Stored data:
━━━━━━━━━━━━━━━━━━━━━━━━━━━━━━
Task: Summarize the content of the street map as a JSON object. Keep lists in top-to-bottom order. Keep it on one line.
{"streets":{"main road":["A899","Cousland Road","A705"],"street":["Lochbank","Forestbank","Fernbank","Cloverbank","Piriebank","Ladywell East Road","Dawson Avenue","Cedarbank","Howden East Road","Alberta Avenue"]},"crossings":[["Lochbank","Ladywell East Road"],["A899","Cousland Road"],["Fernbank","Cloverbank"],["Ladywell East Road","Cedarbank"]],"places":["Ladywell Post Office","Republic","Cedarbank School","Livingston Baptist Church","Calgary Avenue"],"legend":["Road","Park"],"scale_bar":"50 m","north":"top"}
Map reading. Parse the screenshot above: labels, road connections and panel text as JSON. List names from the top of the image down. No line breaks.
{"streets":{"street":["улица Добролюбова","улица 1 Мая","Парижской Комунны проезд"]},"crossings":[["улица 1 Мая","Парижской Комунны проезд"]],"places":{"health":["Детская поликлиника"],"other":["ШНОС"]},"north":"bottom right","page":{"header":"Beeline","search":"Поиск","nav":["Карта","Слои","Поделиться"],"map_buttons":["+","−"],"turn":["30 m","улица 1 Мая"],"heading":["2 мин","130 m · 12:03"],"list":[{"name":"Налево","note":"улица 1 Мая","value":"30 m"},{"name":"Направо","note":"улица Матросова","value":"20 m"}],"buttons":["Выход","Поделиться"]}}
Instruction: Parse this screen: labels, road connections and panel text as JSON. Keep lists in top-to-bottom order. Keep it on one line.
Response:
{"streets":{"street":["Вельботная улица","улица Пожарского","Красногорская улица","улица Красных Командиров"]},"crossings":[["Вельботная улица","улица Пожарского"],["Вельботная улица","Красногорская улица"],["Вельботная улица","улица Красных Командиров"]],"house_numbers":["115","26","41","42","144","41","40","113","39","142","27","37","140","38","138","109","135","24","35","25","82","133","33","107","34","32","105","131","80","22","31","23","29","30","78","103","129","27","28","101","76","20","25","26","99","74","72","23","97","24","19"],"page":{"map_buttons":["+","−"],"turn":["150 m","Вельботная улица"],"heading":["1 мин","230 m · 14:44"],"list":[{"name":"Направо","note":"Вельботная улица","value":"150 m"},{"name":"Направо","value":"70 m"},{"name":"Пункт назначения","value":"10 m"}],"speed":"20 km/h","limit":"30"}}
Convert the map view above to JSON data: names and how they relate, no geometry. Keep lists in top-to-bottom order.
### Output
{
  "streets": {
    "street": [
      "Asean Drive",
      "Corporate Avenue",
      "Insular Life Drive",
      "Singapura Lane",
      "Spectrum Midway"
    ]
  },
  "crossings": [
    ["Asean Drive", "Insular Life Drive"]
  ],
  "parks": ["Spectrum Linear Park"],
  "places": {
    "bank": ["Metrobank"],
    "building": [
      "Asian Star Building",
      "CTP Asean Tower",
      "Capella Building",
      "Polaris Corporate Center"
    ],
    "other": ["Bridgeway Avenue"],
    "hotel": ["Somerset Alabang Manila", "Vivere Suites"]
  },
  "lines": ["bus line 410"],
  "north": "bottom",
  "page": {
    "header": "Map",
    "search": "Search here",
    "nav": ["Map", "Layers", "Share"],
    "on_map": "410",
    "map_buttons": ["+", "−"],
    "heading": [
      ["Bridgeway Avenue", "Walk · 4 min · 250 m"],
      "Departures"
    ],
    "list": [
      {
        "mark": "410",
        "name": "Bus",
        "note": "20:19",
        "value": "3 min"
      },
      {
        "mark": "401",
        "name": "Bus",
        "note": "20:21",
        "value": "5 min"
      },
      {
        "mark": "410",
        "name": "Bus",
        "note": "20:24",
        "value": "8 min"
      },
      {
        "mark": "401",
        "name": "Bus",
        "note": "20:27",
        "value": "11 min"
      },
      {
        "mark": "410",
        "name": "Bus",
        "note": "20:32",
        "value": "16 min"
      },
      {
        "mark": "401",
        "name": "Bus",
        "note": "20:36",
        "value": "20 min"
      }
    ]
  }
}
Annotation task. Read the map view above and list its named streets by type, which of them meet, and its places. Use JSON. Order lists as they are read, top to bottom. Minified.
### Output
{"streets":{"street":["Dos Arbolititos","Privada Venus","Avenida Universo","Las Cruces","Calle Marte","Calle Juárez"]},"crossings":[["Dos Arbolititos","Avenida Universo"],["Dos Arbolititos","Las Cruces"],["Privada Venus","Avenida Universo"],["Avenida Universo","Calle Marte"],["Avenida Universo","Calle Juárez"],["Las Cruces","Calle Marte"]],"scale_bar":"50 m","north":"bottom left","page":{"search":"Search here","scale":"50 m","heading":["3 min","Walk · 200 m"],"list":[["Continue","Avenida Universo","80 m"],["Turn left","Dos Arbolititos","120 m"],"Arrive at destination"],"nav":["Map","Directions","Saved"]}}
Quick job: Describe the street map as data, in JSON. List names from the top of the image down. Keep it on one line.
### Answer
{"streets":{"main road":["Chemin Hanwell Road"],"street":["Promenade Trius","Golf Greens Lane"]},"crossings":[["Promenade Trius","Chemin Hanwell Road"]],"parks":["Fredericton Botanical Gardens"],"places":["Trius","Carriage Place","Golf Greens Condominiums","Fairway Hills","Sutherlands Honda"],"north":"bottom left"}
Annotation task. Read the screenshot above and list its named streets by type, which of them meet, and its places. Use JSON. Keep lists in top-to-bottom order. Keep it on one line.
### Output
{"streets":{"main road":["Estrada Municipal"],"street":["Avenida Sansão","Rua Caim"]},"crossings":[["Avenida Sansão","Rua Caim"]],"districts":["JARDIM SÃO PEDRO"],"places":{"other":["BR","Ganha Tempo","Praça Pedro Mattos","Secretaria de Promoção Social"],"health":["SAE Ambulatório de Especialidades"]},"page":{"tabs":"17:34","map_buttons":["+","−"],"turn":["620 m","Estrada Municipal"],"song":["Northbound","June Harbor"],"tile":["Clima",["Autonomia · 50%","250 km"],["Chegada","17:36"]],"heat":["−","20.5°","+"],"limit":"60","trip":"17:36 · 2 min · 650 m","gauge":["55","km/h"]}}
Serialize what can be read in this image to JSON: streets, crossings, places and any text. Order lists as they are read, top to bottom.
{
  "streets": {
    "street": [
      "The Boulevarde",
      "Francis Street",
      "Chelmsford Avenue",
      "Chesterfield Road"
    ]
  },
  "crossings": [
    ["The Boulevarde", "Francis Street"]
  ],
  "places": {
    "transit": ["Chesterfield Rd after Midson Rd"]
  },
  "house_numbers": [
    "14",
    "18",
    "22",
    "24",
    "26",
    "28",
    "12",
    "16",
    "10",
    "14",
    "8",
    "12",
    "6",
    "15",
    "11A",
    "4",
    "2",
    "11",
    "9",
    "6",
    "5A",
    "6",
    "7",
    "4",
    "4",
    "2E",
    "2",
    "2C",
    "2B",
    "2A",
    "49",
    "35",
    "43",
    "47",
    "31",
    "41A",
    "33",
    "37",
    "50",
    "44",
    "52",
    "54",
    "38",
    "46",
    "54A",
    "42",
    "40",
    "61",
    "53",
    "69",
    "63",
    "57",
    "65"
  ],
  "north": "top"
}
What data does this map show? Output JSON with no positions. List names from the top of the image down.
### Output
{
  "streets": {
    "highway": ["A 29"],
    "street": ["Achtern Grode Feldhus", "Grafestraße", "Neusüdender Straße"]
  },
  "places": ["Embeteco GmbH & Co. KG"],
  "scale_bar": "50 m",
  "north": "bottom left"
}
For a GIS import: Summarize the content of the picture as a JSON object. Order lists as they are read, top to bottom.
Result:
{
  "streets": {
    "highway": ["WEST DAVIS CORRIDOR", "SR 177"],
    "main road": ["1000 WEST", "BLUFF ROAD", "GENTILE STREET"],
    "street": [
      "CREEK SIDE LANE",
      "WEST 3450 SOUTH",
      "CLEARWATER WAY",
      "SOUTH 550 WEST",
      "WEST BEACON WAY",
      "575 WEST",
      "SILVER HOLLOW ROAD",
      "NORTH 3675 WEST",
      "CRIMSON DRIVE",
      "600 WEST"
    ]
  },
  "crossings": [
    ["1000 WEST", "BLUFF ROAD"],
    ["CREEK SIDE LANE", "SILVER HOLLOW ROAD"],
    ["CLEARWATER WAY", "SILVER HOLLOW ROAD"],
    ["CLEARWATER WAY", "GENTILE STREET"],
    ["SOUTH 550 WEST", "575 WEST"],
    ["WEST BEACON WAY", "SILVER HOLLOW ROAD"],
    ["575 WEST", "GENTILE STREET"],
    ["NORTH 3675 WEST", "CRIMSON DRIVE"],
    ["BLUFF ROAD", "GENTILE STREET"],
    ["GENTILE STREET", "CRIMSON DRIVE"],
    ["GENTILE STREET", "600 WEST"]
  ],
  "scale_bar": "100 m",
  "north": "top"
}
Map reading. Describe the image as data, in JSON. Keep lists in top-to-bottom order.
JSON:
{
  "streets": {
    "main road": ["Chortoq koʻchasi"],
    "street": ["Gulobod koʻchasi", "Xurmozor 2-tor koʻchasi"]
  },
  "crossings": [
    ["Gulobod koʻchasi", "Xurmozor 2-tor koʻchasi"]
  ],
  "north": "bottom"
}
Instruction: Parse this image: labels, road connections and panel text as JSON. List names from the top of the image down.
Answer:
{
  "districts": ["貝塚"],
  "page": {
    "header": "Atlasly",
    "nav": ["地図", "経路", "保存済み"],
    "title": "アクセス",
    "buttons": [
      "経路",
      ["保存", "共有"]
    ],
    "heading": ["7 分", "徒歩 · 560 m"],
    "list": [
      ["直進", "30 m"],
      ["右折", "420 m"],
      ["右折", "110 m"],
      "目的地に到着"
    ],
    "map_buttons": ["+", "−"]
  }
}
━━━━━━━━━━━━━━━━━━━━━━━━━━━━━━
• Task description: Provide solely the number of lines in the data that include the word "Instruction".

• Solution to this exercise: 2